Pare che quando tornerà a casa non potrà fare le scale.
Almeno per un po’.
Dovrà arrangiarsi in salotto.
Può dormire sul divano letto.
Qui, Richard McGuire
Nei videogiochi due ambientazioni ricorrono più spesso di altre, credo per la loro natura circoscritta e delimitata. Una è sicuramente l’isola. Così su due piedi e facendo enormi voli pindarici mi vengono in mente quelle famose e blasonate di Monkey Island, Myst, Animal Crossing, Fortnite (ahimè) fino ad arrivare alle più piccole (ma per me più importanti) di A Short Hike, Saltsea Chronicles, Oxenfree, Paradise Killer e il recentissimo Promise Mascot Agency (fatevi un giro a Kaso-Machi, vi prego). La lista potrebbe naturalmente continuare quasi all’infinito. L’altra ambientazione strausata e a volte abusata, che è quella che interessa a noi oggi, è la casa. Anche qui la lista potrebbe non avere fine. Solo per citarne alcune entrate ormai di diritto nell’immaginario videoludico: Maniac Mansion, Alone in the Dark, Resident Evil, The 7th Guest, What Remains of Edith Finch, Luigi’s Mansion. O le meno famose casette indie di Gone Home, Clem, The almost gone, Botany Manor, Unpacking, Lorelei and the Laser Eyes e la recentissima Mt. Holly dalle stanze cangianti di Blue Prince, in cui ancora non sono entrato, ma spero di farlo presto.

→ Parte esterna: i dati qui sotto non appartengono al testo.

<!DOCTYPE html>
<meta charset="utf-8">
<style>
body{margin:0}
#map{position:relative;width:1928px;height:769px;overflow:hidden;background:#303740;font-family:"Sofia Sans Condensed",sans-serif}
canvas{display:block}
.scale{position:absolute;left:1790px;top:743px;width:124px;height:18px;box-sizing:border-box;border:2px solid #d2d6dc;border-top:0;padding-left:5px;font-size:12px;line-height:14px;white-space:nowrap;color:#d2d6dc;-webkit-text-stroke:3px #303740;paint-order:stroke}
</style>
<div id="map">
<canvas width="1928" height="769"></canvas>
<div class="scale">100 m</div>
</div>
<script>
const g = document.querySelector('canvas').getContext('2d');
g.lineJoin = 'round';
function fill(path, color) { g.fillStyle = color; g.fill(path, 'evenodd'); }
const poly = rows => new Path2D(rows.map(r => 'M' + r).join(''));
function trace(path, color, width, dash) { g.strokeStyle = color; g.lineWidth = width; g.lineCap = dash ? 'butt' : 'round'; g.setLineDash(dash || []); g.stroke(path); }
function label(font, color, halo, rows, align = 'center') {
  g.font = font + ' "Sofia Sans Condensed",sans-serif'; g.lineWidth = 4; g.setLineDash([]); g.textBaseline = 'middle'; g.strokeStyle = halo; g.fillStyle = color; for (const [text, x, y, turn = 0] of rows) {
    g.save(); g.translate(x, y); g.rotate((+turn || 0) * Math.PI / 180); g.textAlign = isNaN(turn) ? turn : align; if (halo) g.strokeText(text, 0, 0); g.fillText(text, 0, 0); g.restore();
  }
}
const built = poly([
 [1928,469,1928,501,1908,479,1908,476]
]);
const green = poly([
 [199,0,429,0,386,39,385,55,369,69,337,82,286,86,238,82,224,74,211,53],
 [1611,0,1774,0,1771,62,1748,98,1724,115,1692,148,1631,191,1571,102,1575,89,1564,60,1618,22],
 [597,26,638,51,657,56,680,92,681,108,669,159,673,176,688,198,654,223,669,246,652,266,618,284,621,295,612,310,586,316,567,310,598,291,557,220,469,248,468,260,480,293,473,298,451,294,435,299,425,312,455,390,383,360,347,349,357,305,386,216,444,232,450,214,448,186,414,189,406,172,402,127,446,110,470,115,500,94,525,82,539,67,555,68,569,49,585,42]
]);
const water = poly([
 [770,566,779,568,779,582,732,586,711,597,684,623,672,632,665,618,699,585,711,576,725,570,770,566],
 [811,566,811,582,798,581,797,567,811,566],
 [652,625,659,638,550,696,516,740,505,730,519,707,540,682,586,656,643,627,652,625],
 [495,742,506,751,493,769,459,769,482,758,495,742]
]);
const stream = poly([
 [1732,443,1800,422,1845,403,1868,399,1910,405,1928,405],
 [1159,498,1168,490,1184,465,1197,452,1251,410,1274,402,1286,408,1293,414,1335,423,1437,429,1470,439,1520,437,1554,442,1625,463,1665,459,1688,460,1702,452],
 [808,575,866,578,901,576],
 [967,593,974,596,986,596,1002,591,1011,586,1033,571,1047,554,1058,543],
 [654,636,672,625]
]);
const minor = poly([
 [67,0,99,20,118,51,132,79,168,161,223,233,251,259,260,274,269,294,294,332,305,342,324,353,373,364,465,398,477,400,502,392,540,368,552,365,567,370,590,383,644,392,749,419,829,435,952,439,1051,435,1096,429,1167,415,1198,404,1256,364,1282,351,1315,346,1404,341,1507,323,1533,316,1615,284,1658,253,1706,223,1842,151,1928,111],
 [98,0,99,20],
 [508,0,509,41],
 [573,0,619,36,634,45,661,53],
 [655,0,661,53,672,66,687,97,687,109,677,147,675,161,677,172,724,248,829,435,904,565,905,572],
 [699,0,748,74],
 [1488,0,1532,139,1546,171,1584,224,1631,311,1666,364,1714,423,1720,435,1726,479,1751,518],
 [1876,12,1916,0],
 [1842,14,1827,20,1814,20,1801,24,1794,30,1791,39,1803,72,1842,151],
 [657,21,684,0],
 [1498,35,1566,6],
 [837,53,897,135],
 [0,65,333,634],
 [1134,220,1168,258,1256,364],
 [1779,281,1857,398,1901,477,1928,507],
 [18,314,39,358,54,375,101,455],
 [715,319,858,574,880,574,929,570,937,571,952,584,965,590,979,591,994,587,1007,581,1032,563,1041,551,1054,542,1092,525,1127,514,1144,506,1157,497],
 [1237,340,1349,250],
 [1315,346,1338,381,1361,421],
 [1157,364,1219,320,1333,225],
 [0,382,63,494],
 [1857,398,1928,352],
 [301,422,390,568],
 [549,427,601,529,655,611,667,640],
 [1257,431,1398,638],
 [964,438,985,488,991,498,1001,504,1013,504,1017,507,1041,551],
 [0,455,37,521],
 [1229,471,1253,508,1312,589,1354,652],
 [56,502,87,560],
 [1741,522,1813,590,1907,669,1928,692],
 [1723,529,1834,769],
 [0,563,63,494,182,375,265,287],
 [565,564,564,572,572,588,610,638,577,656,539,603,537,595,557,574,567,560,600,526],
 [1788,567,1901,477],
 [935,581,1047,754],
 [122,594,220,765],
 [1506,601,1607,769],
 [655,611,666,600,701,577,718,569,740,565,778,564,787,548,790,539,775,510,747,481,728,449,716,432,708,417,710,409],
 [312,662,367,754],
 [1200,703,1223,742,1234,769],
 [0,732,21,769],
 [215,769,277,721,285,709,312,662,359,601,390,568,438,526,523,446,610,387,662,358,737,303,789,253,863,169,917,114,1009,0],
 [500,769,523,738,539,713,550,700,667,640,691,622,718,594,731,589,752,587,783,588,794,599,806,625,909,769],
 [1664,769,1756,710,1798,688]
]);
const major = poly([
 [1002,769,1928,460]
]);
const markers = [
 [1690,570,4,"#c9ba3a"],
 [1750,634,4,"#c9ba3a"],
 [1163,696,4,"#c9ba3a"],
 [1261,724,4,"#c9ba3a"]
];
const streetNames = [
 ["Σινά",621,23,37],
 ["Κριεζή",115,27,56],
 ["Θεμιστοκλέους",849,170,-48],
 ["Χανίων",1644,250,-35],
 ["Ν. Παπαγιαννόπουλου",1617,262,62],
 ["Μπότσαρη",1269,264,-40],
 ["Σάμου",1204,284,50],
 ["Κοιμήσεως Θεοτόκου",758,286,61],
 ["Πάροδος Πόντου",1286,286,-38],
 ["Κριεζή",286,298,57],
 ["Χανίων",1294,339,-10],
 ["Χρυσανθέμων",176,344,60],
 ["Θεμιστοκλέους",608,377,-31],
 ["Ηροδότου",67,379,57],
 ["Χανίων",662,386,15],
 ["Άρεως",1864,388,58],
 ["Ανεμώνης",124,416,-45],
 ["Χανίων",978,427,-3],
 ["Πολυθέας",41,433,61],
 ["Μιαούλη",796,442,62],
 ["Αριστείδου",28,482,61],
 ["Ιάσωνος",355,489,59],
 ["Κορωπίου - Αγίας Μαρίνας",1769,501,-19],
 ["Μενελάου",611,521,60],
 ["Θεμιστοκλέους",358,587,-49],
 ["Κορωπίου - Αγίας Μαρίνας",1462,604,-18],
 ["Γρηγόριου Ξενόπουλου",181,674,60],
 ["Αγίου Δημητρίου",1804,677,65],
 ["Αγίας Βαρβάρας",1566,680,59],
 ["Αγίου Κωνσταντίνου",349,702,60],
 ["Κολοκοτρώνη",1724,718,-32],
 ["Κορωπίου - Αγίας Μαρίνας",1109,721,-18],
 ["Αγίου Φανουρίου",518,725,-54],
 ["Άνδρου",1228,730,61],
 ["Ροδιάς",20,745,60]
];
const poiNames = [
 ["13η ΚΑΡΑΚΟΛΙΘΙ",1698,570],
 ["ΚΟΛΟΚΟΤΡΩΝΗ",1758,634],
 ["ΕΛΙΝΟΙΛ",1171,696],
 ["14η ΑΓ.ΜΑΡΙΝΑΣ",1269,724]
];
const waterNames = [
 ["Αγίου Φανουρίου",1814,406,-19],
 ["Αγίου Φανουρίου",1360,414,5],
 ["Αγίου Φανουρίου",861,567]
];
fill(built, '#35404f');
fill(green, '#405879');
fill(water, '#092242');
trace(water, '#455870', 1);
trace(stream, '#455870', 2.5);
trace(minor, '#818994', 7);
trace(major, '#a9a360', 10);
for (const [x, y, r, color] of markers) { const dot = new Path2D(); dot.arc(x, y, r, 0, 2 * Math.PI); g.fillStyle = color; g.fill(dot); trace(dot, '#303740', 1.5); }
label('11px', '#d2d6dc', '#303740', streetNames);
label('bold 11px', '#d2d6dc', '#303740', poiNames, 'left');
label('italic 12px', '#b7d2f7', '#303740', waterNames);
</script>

Ho invece da poco varcato la soglia di una casa molto particolare e che da quel che ho capito esiste veramente, per lo meno come fonte di ispirazione. Your House è l’ultima opera del duo barcellonese Patrones & Escondides e a livello temporale si pone come prequel del loro titolo d’esordio Unmemory del 2020, che mi aveva affascinato molto all’epoca, e di cui riprende il gameplay in toto. Gli stessi sviluppatori descrivono Your House come un libro che si può giocare e un gioco che si può leggere. Come in un’arcaica avventura testuale, ma con un twist moderno e contemporaneo, il giocatore si ritrova a dover leggere la storia di Debbie, neo diciottenne da poche ore, studentessa non proprio modello, orfana di madre, che dopo essere stata tradita dal fidanzato, avuto un incidente e battuto la testa, trova una busta con scritto il suo nome nella sua stanza del dormitorio. Per aprire la busta il giocatore non deve fare altro che premere la parola in neretto open dentro al testo stesso, senza nessuna UI a fare da scudo e filtro tra il lettore/giocatore e lo scritto.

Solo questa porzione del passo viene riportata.